I'd like to thank all of the people who've help on and off this list
with my r6rs sqlite3 library. I have a bare bones library working now
using Ray Racine's rl3 library--specifically the ffi portion of it.

I'll check back in a while when I get enough of the API finished for
public consumption or if I have any other questions.

Thank you.

-pete
Peter Keller
2008-05-31 02:56:04 UTC
Permalink
Hello,

I have another question, if I may ask:

in my sqlite3 library, I have this:

(define-c-info (include<> "sqlite3.h")
(const SQLITE_INTEGER int "SQLITE_INTEGER")
(const SQLITE_FLOAT int "SQLITE_FLOAT")
(const SQLITE_BLOB int "SQLITE_BLOB")
(const SQLITE_TEXT int "SQLITE_TEXT"))

and then later something like this:

(define sqlite3-column
(lambda (stmt colid)
(case (sqlite3-column-type stmt colid)
((SQLITE_INTEGER)
(sqlite3-column-int stmt colid))
((SQLITE_TEXT)
(sqlite3-column-text stmt colid))
(else
'oops)))) ;; <- obviously this is still test code!

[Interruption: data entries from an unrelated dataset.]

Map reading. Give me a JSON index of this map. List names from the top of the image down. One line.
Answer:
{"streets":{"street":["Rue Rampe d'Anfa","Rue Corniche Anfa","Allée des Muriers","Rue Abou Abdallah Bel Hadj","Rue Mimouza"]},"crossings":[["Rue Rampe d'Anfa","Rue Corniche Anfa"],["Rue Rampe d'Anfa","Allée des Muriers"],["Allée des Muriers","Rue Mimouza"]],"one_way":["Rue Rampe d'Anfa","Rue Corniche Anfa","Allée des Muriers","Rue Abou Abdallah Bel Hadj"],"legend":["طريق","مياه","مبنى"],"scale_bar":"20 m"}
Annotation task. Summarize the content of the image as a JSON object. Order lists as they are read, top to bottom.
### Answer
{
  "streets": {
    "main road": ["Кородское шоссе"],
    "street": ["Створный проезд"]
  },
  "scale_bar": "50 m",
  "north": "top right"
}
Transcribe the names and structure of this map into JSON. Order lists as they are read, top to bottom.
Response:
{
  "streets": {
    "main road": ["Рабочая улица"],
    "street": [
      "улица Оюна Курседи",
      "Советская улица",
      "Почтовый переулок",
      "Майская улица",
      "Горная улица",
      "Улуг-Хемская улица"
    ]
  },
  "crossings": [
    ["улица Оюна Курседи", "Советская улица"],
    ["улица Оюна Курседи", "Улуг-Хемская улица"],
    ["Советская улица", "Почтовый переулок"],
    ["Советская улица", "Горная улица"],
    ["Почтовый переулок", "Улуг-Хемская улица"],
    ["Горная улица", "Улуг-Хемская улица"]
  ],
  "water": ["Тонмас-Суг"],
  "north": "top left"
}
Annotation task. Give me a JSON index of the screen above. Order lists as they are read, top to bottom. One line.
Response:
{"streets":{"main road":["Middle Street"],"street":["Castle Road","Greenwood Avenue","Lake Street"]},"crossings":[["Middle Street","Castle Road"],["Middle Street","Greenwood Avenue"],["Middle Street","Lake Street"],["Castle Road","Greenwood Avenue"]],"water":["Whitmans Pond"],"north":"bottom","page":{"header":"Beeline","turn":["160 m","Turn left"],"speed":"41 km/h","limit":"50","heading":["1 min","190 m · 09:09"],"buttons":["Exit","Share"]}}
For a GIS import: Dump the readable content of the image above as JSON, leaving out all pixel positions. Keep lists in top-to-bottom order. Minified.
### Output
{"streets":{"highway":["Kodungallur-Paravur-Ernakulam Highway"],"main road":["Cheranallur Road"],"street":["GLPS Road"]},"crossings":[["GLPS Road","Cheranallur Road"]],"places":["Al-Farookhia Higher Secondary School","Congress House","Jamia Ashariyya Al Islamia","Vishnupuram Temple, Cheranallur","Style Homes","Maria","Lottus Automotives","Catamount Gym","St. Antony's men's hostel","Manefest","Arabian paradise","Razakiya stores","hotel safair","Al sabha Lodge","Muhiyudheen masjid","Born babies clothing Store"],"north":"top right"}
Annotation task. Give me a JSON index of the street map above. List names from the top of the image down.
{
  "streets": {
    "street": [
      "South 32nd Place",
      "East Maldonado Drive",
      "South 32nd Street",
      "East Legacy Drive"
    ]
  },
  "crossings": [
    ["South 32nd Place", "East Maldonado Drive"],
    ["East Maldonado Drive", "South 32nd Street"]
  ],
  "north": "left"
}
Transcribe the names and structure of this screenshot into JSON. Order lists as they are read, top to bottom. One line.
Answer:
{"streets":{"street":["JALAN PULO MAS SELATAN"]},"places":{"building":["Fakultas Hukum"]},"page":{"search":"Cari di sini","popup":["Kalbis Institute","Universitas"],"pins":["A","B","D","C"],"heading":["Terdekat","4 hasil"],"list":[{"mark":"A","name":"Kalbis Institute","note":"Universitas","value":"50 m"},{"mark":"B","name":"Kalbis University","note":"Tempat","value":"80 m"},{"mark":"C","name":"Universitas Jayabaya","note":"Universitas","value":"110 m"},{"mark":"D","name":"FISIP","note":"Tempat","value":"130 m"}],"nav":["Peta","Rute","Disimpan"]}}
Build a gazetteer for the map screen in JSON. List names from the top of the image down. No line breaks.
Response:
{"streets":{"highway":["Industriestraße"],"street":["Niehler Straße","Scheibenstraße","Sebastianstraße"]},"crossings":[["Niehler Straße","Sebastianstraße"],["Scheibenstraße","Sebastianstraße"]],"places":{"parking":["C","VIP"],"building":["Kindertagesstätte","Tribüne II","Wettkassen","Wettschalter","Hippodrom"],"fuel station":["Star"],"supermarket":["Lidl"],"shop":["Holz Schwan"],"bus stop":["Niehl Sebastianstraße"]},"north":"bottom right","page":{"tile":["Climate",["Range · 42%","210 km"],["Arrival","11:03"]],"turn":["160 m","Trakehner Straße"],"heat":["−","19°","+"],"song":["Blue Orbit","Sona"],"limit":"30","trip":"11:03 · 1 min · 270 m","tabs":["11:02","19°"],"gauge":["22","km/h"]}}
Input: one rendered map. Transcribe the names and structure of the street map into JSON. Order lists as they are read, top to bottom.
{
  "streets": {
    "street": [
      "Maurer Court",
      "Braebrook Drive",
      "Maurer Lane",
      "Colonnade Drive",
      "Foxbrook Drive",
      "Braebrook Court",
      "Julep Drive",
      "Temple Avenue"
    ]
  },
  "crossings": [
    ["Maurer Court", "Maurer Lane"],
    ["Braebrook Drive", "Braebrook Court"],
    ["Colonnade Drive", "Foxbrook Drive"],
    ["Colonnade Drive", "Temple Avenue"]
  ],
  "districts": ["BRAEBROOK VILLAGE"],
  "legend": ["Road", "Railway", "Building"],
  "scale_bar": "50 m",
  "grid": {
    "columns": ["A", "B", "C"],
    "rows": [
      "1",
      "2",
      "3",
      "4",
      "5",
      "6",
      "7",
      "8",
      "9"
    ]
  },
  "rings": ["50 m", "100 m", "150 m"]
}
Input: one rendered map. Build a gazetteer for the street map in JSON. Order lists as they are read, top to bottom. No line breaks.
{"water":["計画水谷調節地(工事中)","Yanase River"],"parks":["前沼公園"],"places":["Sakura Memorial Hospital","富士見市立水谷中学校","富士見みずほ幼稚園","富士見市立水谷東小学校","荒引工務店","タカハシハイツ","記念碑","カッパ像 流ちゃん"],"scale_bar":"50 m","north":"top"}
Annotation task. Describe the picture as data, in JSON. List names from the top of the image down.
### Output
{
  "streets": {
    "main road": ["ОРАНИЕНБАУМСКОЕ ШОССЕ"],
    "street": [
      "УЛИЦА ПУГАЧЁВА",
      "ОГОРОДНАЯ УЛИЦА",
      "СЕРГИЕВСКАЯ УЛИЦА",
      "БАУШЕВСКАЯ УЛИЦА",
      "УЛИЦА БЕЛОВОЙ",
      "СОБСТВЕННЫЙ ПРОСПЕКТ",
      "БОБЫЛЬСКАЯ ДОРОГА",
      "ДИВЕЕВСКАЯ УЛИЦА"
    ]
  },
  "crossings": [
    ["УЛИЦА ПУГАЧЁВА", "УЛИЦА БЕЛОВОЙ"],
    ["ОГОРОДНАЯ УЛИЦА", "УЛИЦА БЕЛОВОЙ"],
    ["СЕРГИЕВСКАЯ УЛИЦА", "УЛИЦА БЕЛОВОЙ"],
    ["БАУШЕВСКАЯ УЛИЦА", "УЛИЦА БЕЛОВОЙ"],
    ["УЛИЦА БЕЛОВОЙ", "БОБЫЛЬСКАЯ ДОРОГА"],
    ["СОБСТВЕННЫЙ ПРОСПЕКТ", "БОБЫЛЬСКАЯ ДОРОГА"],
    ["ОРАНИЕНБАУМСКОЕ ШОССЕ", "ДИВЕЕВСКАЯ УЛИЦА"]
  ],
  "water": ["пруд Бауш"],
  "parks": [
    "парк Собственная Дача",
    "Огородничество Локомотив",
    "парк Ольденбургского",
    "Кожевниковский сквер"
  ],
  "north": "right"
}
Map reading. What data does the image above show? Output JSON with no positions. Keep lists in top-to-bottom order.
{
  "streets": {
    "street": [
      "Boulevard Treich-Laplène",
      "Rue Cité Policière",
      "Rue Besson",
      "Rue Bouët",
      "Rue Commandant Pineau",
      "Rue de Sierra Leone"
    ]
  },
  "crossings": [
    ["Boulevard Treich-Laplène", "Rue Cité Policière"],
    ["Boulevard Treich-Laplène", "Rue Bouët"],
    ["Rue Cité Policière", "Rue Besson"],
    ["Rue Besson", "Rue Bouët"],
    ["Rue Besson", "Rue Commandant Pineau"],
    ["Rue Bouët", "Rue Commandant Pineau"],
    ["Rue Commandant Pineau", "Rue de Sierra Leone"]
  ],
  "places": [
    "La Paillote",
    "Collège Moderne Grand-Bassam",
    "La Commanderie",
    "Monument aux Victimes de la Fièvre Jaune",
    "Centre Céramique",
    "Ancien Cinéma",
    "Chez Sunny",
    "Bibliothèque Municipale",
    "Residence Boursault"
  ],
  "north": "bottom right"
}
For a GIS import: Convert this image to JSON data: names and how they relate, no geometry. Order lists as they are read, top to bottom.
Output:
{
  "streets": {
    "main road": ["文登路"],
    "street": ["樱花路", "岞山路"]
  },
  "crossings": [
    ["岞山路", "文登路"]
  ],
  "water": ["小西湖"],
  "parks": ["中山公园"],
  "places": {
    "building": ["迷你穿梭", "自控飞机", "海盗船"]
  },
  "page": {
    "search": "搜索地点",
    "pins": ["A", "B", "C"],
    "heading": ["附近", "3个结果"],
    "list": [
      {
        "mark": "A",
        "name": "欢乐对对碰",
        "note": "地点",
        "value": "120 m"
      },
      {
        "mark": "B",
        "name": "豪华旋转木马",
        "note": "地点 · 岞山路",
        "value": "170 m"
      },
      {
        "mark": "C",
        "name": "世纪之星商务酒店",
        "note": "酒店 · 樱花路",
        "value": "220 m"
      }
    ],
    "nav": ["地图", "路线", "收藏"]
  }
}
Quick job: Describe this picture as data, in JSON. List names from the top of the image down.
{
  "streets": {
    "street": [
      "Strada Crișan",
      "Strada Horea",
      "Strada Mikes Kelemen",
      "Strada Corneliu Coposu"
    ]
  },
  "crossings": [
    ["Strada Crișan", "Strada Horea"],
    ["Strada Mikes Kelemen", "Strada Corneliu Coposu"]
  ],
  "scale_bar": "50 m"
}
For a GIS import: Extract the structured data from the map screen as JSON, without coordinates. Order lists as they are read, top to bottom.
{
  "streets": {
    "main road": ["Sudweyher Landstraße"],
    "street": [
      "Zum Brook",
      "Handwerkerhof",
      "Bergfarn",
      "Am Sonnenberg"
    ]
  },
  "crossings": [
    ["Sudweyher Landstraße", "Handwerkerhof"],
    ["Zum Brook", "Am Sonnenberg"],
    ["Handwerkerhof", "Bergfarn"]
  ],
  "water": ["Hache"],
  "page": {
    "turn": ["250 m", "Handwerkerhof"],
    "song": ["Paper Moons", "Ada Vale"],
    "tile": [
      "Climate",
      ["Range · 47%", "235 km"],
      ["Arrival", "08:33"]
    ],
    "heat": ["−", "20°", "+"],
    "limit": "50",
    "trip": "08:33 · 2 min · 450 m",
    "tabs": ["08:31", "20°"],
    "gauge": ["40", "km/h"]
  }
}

It looks like the SQLITE_INTEGER and SQLITE_TEXT in the sqlite3-column
function are not available to me (as the code simply doesn't work and
I get 'oops all the time) while in the library codes. If I replace them
with the real constants 1 and 3 respectively, or use SQLITE_INTEGER and
SQLITE_TEXT in a piece of code which imports the sqlite3 library, then
sqlite3-column behaves properly.

Any ideas?

Thank you.

-pete
Felix Klock
2008-05-31 14:07:07 UTC
Permalink
Post by Peter Keller
Hello,
(define-c-info (include<> "sqlite3.h")
(const SQLITE_INTEGER int "SQLITE_INTEGER")
(const SQLITE_FLOAT int "SQLITE_FLOAT")
(const SQLITE_BLOB int "SQLITE_BLOB")
(const SQLITE_TEXT int "SQLITE_TEXT"))
(define sqlite3-column
(lambda (stmt colid)
(case (sqlite3-column-type stmt colid)
((SQLITE_INTEGER)
(sqlite3-column-int stmt colid))
((SQLITE_TEXT)
(sqlite3-column-text stmt colid))
(else
'oops)))) ;; <- obviously this is still test code!
It looks like the SQLITE_INTEGER and SQLITE_TEXT in the sqlite3-column
function are not available to me (as the code simply doesn't work and
I get 'oops all the time) while in the library codes. If I replace them
with the real constants 1 and 3 respectively, or use SQLITE_INTEGER and
SQLITE_TEXT in a piece of code which imports the sqlite3 library, then
sqlite3-column behaves properly.
Any ideas?
Are you sure you mean to use Scheme's case special form in the above?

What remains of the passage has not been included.